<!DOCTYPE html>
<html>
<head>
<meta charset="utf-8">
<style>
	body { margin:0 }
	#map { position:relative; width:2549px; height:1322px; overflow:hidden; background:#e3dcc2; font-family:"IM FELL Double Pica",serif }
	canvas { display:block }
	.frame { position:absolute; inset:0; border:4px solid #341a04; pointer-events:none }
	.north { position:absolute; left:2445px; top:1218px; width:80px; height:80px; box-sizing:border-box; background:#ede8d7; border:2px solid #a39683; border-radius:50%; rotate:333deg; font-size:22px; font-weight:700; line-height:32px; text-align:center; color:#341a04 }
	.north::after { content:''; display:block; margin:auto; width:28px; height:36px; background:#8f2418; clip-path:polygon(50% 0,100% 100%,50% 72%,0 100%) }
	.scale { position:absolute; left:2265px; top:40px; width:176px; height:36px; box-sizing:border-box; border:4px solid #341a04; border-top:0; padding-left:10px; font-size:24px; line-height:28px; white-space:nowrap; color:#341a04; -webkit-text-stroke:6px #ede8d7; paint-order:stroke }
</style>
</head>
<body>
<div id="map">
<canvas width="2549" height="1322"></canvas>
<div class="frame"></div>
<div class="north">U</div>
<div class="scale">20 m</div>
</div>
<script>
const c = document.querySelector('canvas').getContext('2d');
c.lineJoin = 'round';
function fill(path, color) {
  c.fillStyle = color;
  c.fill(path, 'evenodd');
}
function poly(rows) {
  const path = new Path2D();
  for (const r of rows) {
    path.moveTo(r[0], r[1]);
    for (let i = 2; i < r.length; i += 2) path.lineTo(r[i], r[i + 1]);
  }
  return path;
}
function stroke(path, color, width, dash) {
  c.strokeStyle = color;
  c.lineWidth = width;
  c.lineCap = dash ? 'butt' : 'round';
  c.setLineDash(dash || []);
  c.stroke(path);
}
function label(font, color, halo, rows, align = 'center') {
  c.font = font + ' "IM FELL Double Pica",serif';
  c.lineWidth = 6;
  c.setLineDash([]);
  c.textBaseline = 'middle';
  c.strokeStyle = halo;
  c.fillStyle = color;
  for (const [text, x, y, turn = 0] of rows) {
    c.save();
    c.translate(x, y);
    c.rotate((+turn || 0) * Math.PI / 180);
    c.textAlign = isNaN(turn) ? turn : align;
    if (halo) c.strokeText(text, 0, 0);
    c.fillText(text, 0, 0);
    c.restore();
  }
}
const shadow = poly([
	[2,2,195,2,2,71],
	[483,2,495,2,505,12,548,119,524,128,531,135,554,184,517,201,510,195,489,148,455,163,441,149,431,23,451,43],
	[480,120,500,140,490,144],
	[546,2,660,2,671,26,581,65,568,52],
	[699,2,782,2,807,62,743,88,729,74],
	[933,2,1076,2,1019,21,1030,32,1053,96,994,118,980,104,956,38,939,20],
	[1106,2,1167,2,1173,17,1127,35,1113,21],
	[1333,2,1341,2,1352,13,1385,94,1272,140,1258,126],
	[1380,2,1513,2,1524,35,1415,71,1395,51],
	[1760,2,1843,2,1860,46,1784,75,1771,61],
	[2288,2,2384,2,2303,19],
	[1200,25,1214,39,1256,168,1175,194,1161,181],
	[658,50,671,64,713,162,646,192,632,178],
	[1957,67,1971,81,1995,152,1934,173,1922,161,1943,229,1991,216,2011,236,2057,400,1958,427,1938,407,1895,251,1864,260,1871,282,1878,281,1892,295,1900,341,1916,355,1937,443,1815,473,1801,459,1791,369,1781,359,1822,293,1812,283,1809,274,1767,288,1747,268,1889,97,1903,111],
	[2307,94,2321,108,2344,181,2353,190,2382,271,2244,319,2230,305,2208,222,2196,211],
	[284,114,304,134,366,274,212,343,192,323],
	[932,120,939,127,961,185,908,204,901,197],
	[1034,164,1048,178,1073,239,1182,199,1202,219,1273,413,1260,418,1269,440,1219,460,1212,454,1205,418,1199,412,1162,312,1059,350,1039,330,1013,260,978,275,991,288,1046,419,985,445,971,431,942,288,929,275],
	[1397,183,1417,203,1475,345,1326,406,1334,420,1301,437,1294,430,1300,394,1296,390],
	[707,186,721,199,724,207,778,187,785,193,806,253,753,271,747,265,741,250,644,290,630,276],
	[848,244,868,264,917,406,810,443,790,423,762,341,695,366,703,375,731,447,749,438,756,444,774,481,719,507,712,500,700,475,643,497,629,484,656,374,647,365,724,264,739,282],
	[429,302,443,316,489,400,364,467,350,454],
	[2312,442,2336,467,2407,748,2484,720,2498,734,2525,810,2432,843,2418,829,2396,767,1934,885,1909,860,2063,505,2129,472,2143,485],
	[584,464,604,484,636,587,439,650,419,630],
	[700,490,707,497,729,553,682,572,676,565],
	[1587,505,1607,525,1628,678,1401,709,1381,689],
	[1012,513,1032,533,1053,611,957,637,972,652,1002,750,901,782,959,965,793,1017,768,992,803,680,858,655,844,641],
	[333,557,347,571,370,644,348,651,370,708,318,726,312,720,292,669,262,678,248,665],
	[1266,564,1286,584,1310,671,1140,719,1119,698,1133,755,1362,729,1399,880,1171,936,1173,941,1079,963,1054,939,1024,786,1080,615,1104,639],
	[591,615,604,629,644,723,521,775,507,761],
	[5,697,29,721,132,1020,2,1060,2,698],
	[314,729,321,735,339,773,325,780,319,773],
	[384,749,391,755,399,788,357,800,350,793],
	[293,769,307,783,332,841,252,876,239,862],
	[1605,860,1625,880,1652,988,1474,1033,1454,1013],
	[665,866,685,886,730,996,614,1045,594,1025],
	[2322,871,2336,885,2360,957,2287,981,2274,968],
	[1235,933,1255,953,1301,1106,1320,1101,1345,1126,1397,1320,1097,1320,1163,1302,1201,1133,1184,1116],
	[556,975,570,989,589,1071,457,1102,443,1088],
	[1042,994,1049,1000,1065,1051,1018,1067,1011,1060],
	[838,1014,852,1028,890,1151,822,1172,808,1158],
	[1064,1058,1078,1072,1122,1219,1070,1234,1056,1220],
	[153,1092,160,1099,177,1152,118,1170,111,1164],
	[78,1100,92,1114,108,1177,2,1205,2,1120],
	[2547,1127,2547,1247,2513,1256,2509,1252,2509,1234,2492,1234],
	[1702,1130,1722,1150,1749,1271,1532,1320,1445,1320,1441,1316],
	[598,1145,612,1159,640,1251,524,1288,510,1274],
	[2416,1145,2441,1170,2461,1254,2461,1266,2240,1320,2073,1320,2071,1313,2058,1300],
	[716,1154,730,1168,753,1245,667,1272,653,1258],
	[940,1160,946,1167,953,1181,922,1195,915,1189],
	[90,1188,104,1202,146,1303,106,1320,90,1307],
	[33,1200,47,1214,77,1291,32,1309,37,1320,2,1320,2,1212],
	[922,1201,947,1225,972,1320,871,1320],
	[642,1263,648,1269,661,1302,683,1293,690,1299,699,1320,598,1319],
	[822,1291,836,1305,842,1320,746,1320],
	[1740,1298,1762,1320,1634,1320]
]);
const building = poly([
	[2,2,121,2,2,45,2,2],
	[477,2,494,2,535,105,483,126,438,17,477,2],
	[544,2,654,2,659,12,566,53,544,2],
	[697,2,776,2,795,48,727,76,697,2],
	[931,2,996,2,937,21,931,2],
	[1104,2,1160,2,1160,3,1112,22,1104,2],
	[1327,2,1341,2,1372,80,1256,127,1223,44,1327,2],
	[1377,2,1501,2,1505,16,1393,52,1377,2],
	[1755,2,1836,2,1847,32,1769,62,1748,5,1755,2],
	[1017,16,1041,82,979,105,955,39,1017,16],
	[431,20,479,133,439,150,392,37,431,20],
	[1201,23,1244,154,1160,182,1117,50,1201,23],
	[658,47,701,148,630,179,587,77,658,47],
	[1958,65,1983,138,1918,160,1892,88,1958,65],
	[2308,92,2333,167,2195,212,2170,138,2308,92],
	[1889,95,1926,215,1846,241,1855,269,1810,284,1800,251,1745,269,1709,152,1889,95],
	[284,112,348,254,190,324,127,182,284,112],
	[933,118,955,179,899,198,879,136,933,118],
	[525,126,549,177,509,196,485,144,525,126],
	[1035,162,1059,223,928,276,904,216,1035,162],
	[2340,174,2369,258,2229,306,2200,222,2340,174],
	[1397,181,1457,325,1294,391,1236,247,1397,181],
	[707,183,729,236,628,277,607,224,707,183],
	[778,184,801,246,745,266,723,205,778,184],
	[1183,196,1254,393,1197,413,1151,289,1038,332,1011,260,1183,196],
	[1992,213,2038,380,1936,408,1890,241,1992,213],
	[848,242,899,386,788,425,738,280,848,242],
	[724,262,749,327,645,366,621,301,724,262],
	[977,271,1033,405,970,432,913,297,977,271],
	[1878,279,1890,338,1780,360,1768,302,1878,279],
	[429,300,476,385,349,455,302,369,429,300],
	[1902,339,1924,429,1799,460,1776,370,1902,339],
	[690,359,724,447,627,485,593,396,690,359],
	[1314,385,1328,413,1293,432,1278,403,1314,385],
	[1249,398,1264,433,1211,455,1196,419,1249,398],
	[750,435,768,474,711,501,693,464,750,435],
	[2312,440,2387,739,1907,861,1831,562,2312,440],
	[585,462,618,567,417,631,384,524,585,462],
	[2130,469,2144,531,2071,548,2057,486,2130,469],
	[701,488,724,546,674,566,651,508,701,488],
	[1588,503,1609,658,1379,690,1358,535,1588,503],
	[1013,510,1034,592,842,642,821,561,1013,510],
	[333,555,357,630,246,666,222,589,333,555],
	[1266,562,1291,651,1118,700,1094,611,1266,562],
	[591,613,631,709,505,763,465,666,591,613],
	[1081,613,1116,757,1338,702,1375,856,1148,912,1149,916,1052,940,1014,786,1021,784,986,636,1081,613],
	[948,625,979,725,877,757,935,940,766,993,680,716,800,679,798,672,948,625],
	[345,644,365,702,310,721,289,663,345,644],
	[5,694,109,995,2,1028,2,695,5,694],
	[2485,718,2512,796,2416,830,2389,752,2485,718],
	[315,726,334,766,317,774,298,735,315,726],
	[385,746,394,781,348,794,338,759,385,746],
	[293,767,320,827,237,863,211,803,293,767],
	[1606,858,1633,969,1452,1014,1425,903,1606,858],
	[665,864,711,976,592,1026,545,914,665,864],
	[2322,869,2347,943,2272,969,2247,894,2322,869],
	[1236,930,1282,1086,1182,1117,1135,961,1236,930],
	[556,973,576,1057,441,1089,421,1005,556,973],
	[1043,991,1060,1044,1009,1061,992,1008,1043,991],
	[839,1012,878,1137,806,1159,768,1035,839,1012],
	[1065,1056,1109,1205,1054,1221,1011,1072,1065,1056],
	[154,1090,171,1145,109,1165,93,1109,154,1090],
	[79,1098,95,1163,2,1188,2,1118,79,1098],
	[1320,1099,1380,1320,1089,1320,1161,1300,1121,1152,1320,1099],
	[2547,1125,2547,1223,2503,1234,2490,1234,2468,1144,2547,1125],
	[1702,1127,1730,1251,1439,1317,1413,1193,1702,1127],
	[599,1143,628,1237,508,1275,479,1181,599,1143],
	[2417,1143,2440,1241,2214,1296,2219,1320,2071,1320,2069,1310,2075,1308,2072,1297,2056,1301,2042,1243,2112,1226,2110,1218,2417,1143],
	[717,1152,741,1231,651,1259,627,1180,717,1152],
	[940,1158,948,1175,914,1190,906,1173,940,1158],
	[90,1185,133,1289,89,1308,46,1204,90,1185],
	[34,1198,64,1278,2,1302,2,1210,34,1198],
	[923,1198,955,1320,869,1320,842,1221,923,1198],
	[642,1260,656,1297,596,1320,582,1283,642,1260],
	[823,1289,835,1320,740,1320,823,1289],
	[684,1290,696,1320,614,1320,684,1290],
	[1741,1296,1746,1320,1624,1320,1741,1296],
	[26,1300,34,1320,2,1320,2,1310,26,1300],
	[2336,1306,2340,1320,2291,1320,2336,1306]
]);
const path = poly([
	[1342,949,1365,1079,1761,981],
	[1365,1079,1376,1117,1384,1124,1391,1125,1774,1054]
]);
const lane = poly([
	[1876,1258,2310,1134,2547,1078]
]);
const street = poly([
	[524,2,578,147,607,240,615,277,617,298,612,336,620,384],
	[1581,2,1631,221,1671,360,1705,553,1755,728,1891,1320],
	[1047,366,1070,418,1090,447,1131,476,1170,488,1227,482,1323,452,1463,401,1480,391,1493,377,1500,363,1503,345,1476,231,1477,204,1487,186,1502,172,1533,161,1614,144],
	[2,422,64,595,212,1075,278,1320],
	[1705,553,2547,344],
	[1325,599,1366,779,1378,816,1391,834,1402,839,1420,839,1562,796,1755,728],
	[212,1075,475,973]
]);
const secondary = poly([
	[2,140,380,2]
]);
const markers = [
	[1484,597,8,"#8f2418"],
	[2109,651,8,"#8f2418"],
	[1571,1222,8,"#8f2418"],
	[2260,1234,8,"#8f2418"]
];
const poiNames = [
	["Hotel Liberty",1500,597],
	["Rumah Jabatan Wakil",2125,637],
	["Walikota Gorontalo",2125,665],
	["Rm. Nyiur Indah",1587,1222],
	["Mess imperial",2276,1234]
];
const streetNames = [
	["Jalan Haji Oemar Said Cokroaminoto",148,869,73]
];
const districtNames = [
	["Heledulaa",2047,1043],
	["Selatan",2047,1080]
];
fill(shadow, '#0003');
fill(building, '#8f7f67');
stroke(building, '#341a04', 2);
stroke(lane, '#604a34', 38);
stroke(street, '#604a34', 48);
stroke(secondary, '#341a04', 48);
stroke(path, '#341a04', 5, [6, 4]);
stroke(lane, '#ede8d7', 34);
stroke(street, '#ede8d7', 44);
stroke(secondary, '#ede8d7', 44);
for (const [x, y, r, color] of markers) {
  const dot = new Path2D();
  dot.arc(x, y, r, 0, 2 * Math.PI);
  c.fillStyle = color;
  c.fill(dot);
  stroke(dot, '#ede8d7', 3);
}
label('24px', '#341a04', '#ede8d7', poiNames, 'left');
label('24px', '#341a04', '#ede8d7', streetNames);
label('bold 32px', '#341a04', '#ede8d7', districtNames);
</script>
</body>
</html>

■ ■ ■ ■

EXERCISE AIM:
Return all lines in the data that include the word "rows".

THE COMPLETED TASK:
function poly(rows) {
  for (const r of rows) {
function label(font, color, halo, rows, align = 'center') {
  for (const [text, x, y, turn = 0] of rows) {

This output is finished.